• [EXERCISE OBJECTIVE]: In the material below, transcribe every line from the first through the line holding "margin:0; font-size:13px; white-space:nowrap;", exactly, and stop after that line.

• [DATASET EXCERPTS]:

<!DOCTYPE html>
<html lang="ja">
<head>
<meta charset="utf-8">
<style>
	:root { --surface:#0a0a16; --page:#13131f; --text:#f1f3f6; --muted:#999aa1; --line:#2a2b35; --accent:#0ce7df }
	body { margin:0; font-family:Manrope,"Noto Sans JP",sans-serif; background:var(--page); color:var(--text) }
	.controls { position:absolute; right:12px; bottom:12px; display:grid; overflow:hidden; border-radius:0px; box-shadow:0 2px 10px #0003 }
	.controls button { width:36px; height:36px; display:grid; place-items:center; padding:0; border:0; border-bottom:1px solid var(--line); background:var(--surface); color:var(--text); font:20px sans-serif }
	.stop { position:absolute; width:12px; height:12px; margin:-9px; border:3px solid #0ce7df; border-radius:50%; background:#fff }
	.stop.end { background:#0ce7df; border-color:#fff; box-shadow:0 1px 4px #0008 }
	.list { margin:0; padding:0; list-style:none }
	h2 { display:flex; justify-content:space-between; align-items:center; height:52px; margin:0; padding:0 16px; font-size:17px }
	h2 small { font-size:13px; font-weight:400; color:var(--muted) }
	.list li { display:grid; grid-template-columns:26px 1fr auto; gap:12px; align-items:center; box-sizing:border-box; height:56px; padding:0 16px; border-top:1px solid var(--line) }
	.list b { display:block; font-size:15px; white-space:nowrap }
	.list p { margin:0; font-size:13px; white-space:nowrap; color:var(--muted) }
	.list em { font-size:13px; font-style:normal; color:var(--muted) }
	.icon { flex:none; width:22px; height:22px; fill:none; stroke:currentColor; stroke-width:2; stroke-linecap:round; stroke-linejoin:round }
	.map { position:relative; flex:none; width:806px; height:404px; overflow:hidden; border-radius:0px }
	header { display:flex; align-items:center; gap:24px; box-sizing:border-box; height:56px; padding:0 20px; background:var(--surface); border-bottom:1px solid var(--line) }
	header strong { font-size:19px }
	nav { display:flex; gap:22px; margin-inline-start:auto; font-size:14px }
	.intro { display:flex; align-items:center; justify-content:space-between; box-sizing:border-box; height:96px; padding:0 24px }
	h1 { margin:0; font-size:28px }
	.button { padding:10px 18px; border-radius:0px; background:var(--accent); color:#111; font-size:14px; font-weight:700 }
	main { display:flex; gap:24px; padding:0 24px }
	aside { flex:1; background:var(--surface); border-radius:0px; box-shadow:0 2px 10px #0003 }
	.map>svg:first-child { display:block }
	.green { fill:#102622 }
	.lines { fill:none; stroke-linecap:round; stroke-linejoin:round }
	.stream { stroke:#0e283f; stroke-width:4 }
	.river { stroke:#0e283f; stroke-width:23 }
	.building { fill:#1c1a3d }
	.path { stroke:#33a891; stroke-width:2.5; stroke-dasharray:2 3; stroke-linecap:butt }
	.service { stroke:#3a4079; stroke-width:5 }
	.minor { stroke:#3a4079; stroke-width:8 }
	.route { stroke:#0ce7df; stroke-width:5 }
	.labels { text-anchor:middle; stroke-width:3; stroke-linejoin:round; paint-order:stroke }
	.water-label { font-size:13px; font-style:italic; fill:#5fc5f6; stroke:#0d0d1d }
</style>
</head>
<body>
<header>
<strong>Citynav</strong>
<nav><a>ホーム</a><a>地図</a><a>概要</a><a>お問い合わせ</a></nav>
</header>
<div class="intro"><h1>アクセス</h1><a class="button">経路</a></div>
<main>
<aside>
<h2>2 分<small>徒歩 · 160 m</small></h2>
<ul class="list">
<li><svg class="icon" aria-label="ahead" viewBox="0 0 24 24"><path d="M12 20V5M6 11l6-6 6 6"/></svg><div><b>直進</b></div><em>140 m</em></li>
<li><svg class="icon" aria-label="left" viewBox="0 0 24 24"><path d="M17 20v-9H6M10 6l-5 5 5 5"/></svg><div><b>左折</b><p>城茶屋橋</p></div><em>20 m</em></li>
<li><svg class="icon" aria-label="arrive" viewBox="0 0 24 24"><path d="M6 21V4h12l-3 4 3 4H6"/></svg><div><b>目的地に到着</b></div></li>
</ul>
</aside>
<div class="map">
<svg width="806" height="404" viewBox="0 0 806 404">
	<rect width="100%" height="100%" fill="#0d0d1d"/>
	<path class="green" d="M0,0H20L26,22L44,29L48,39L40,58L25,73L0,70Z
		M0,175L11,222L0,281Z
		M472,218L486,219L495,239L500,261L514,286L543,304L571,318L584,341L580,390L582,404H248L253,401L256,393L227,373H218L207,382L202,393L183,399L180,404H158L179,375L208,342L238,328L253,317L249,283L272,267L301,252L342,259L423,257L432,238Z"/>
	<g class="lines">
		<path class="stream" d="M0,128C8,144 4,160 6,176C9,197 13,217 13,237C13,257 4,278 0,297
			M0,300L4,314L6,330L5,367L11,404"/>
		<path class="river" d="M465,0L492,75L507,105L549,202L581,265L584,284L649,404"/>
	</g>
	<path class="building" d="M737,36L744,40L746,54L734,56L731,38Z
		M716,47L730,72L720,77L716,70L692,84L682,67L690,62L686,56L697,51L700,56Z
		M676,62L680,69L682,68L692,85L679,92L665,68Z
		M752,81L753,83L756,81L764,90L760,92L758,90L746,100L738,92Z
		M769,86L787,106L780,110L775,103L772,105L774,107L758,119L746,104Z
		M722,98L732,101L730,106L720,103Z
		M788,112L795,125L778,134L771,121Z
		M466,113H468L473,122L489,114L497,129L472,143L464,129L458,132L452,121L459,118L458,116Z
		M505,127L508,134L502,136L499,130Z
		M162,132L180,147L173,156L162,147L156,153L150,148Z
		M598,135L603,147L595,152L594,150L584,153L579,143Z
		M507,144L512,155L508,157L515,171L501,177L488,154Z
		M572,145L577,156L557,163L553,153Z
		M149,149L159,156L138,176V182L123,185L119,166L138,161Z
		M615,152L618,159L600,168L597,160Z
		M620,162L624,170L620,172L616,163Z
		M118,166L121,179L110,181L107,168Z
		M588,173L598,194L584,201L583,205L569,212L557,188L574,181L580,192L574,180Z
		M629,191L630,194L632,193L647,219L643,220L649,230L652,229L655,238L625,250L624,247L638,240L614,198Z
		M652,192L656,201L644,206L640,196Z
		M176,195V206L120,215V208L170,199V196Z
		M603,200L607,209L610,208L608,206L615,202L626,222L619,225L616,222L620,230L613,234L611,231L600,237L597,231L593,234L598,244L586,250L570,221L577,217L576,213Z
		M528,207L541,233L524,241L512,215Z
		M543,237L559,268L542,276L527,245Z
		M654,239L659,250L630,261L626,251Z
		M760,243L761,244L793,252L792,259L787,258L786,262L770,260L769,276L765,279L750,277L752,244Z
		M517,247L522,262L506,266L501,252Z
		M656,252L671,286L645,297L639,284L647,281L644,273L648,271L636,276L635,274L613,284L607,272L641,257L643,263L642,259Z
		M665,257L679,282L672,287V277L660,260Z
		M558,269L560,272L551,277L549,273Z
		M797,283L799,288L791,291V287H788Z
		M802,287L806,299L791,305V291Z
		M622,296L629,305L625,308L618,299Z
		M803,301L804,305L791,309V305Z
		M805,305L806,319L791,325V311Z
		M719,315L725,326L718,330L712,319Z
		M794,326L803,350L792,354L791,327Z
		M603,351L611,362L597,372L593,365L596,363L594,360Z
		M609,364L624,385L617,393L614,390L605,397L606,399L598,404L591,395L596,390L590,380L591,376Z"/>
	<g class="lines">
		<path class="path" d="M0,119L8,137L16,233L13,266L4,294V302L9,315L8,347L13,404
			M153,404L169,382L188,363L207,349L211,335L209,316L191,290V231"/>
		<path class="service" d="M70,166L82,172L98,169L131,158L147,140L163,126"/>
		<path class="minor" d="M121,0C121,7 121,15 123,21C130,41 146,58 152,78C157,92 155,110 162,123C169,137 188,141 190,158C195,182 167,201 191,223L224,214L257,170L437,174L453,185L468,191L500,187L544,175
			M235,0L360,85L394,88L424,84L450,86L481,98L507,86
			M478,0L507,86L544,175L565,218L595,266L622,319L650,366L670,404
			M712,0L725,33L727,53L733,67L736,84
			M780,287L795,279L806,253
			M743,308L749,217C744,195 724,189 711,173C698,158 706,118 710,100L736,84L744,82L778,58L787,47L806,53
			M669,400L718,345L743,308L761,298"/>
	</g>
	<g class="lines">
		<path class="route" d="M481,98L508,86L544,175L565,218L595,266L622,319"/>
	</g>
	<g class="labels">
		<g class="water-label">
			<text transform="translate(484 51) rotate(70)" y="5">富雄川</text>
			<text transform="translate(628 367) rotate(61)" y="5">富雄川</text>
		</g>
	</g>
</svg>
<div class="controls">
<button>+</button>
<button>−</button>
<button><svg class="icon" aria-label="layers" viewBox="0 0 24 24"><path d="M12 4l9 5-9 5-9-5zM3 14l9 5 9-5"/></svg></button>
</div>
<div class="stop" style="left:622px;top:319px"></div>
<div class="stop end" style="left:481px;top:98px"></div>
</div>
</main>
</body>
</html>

• [THE ANSWER]:
<!DOCTYPE html>
<html lang="ja">
<head>
<meta charset="utf-8">
<style>
	:root { --surface:#0a0a16; --page:#13131f; --text:#f1f3f6; --muted:#999aa1; --line:#2a2b35; --accent:#0ce7df }
	body { margin:0; font-family:Manrope,"Noto Sans JP",sans-serif; background:var(--page); color:var(--text) }
	.controls { position:absolute; right:12px; bottom:12px; display:grid; overflow:hidden; border-radius:0px; box-shadow:0 2px 10px #0003 }
	.controls button { width:36px; height:36px; display:grid; place-items:center; padding:0; border:0; border-bottom:1px solid var(--line); background:var(--surface); color:var(--text); font:20px sans-serif }
	.stop { position:absolute; width:12px; height:12px; margin:-9px; border:3px solid #0ce7df; border-radius:50%; background:#fff }
	.stop.end { background:#0ce7df; border-color:#fff; box-shadow:0 1px 4px #0008 }
	.list { margin:0; padding:0; list-style:none }
	h2 { display:flex; justify-content:space-between; align-items:center; height:52px; margin:0; padding:0 16px; font-size:17px }
	h2 small { font-size:13px; font-weight:400; color:var(--muted) }
	.list li { display:grid; grid-template-columns:26px 1fr auto; gap:12px; align-items:center; box-sizing:border-box; height:56px; padding:0 16px; border-top:1px solid var(--line) }
	.list b { display:block; font-size:15px; white-space:nowrap }
	.list p { margin:0; font-size:13px; white-space:nowrap; color:var(--muted) }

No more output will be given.